[Tutor] Sorting

Daniel Yoo dyoo@hkn.EECS.Berkeley.EDU
Wed, 26 Jan 2000 07:22:34 -0800 (PST)


On Tue, 25 Jan 2000, Ben Beuchler wrote:

> > lines.sort(lambda x,y: x[3] > y[3])
> > for x in lines: print rstrip(x)
>  
> I have to admit, the ability to pass extra arguments to x.sort() confuses
> me.  Can you clarify a little what is happening in that lambda expression
> and how it talks sort into dealing with the fourth column instead of the
> first?

The way that sort() works is that it compares pairs of elements to figure
out which element is smaller than another.  If it finds that the two
elements are misplaced, it'll swap them and reduce the disorder of the
list. If it does this enough times on different elements, eventually, the
whole list gets sorted.  More sophisticated sorting algorithms do more
work, but essentially, this is the essence of comparison sorting.

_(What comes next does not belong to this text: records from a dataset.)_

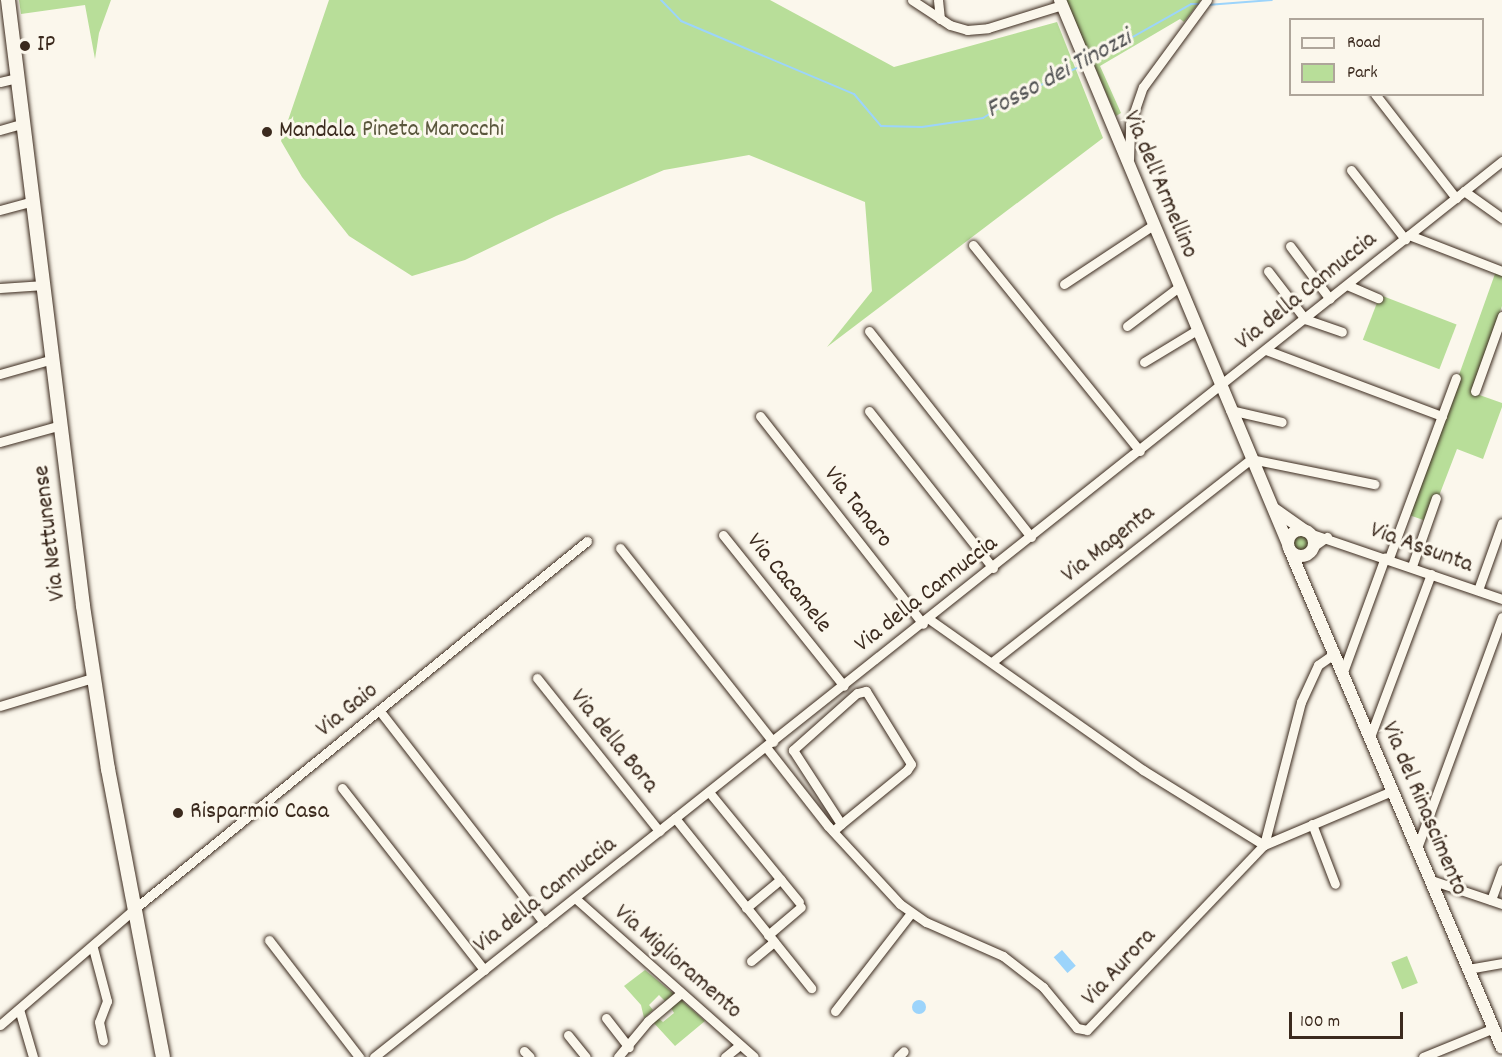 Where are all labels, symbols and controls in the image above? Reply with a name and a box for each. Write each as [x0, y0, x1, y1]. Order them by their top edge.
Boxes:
legend [1289, 18, 1484, 96]
water label: Fosso dei Tinozzi [981, 24, 1137, 126]
text: Road [1347, 31, 1381, 56]
place label: IP [37, 32, 55, 60]
marker: IP [18, 39, 32, 53]
text: Park [1347, 61, 1378, 86]
street label: Via dell'Armellino [1115, 107, 1203, 263]
park label: Pineta Marocchi [362, 117, 504, 145]
place label: Mandala [279, 118, 355, 146]
marker: Mandala [260, 125, 274, 139]
street label: Via della Cannuccia [1231, 226, 1383, 358]
street label: Via Tanaro [816, 462, 898, 554]
street label: Via Nettunense [28, 463, 74, 603]
street label: Via Magenta [1057, 500, 1161, 590]
street label: Via Assunta [1366, 517, 1476, 581]
street label: Via Cacamele [739, 528, 837, 640]
street label: Via della Cannuccia [850, 530, 1004, 660]
street label: Via Gaio [311, 677, 385, 745]
street label: Via della Bora [563, 684, 663, 800]
street label: Via del Rinascimento [1373, 718, 1473, 900]
place label: Risparmio Casa [190, 799, 329, 827]
marker: Risparmio Casa [171, 806, 185, 820]
street label: Via della Cannuccia [469, 831, 623, 961]
street label: Via Miglioramento [607, 900, 747, 1026]
street label: Via Aurora [1077, 923, 1163, 1013]
scale bar [1292, 1000, 1406, 1038]
text: 100 m [1300, 1010, 1340, 1035]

By default, since we're working with strings, it will compare the two
elements based on lexiographic order, I think.  However, we want to change
the notion of which elements should come first in a sorted list.  sort()
supports this by letting us change the comparison function.  From the
Python reference library:

"The sort() method takes an optional argument specifying a comparison
function of two arguments (list items) which should return -1, 0 or 1
depending on whether the first argument is considered smaller than, equal
to, or larger than the second argument. Note that this slows the sorting
process down considerably; e.g. to sort a list in reverse order it is much
faster to use calls to the methods sort() and reverse() than to use the
built-in function sort() with a comparison function that reverses the
ordering of the elements."

The lambda expression, strictly speaking, shouldn't work, since it only
returns either 0 or 1.  I was careless.  Sorry about that.  *grin* But if
we have a function like:

def comparethirdcolumn(line1, line2):
  if line1[2] < line2[2]: return -1
  elsif line1[2] > line2[2]: return 1
  else: return 0

then it should be ok to call lines.sort(comparethirdcolumn).  If you have
any more questions, please send it to the whole python list too, just in
case I blundered anywhere.